▶ _Work item_
Only the pictures are to be omitted; every entry beneath should otherwise be duplicated exactly.

▶ _Data to process_

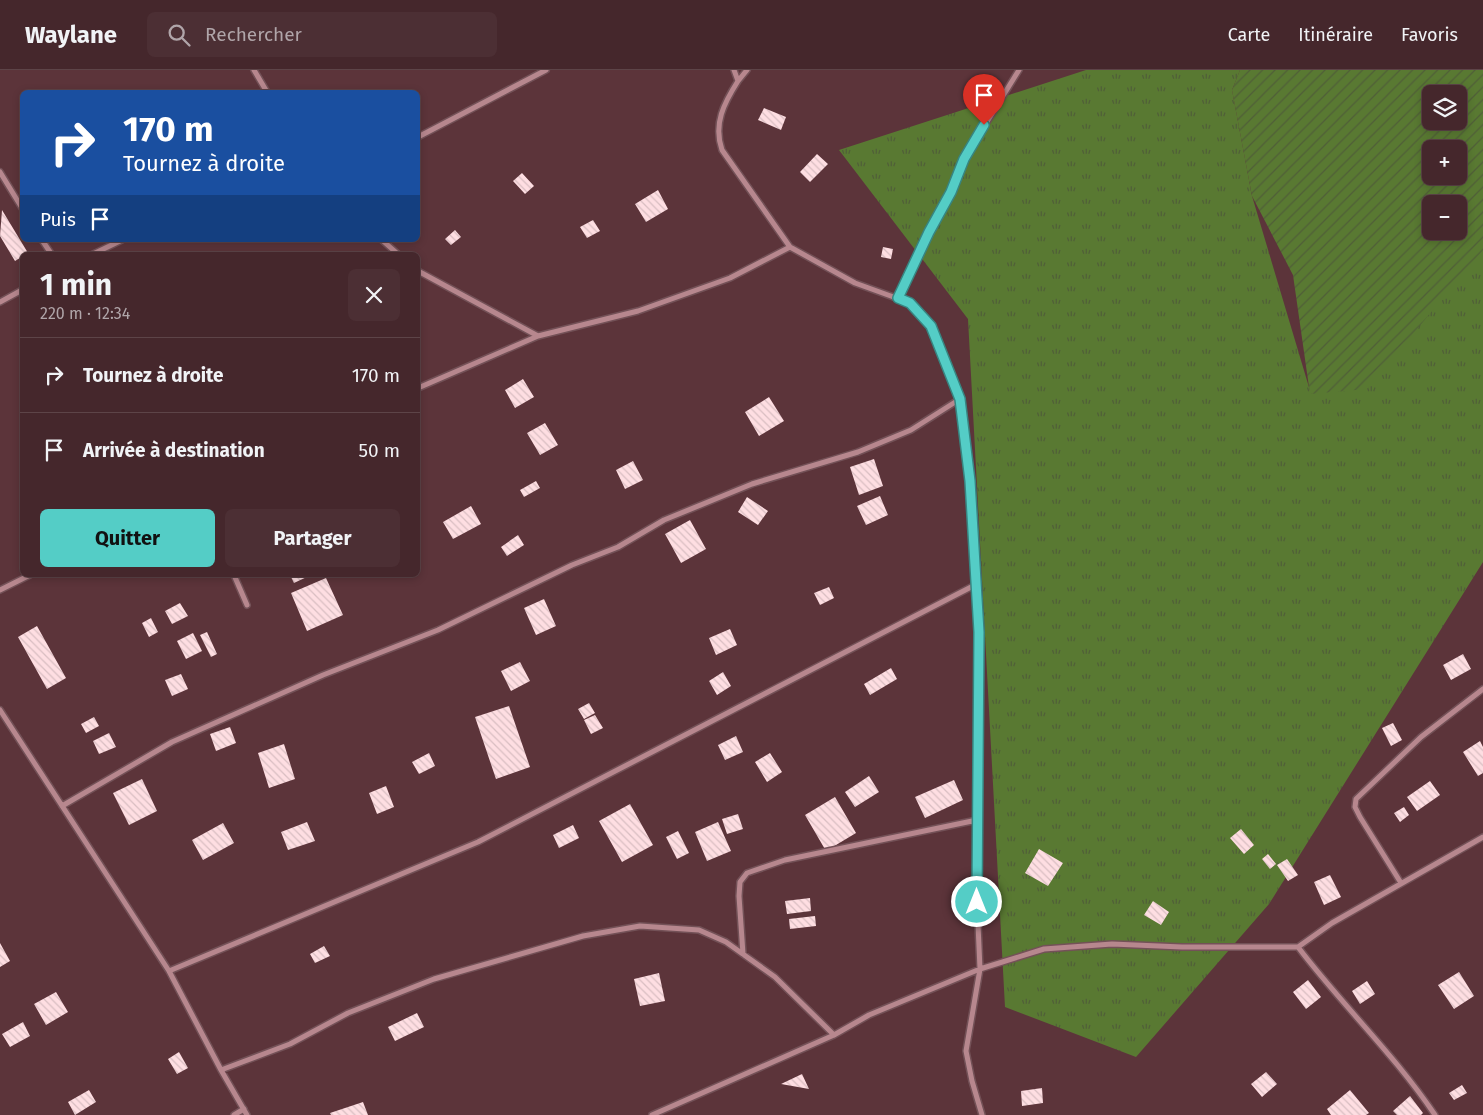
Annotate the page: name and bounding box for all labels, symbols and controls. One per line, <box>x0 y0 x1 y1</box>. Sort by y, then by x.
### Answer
search box <box>147 12 497 57</box>
text: Waylane <box>25 21 117 49</box>
icon: search <box>165 21 193 49</box>
text: Rechercher <box>205 23 302 46</box>
text: Carte <box>1228 24 1270 46</box>
text: Itinéraire <box>1298 24 1373 46</box>
text: Favoris <box>1401 24 1458 46</box>
pin <box>963 74 1005 125</box>
icon: arrive <box>970 81 998 109</box>
map controls <box>1422 85 1467 240</box>
button: layers <box>1422 85 1467 130</box>
text: 170 m <box>123 108 214 150</box>
icon: right <box>40 110 105 175</box>
button: + <box>1422 140 1467 185</box>
text: Tournez à droite <box>123 150 285 177</box>
button: − <box>1422 195 1467 240</box>
icon: arrive <box>86 205 114 233</box>
text: Puis <box>40 208 76 231</box>
text: 1 min <box>40 267 112 303</box>
button: close <box>348 269 400 321</box>
text: 220 m · 12:34 <box>40 304 130 323</box>
icon: right <box>40 361 68 389</box>
text: Tournez à droite <box>83 364 224 387</box>
text: 170 m <box>352 364 400 387</box>
icon: arrive <box>40 436 68 464</box>
text: Arrivée à destination <box>83 439 265 462</box>
text: 50 m <box>359 439 400 462</box>
button: Quitter <box>40 509 215 567</box>
button: Partager <box>225 509 400 567</box>
position arrow <box>950 875 1002 927</box>

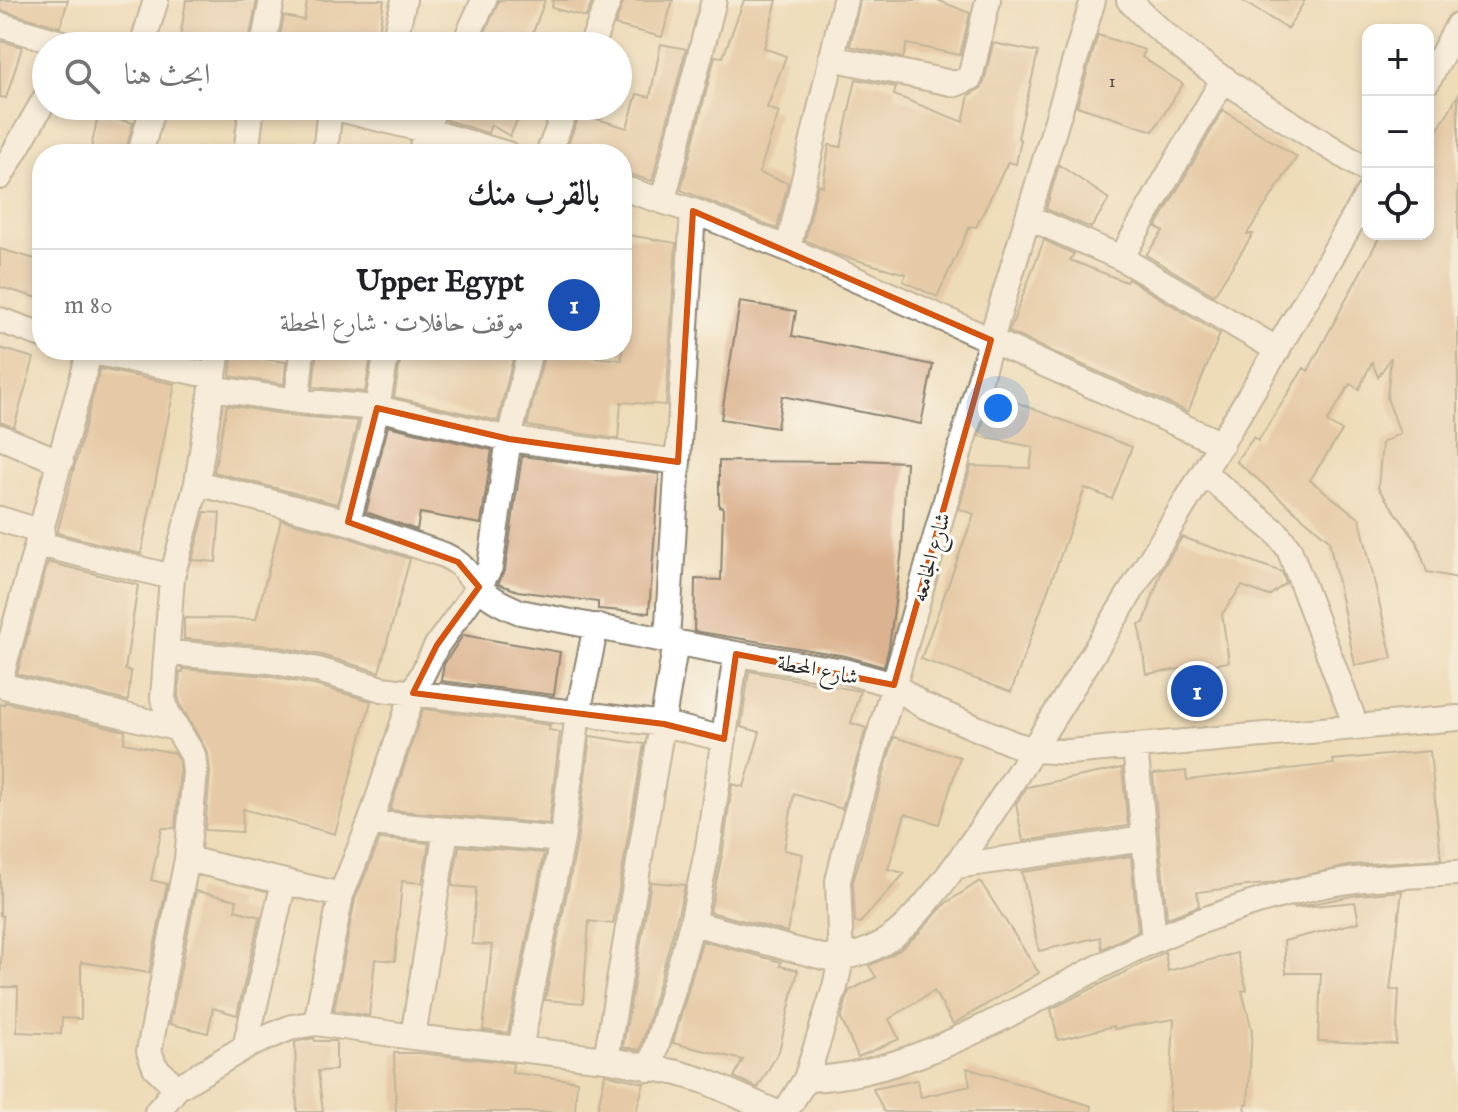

▶ _Solution for this exercise_
Annotate the page: name and bounding box for all labels, symbols and controls. One per line, <box>x0 y0 x1 y1</box>. Sort by y, then by x.
### Answer
search box <box>147 12 497 57</box>
text: Waylane <box>25 21 117 49</box>
icon: search <box>165 21 193 49</box>
text: Rechercher <box>205 23 302 46</box>
text: Carte <box>1228 24 1270 46</box>
text: Itinéraire <box>1298 24 1373 46</box>
text: Favoris <box>1401 24 1458 46</box>
pin <box>963 74 1005 125</box>
icon: arrive <box>970 81 998 109</box>
map controls <box>1422 85 1467 240</box>
button: layers <box>1422 85 1467 130</box>
text: 170 m <box>123 108 214 150</box>
icon: right <box>40 110 105 175</box>
button: + <box>1422 140 1467 185</box>
text: Tournez à droite <box>123 150 285 177</box>
button: − <box>1422 195 1467 240</box>
icon: arrive <box>86 205 114 233</box>
text: Puis <box>40 208 76 231</box>
text: 1 min <box>40 267 112 303</box>
button: close <box>348 269 400 321</box>
text: 220 m · 12:34 <box>40 304 130 323</box>
icon: right <box>40 361 68 389</box>
text: Tournez à droite <box>83 364 224 387</box>
text: 170 m <box>352 364 400 387</box>
icon: arrive <box>40 436 68 464</box>
text: Arrivée à destination <box>83 439 265 462</box>
text: 50 m <box>359 439 400 462</box>
button: Quitter <box>40 509 215 567</box>
button: Partager <box>225 509 400 567</box>
position arrow <box>950 875 1002 927</box>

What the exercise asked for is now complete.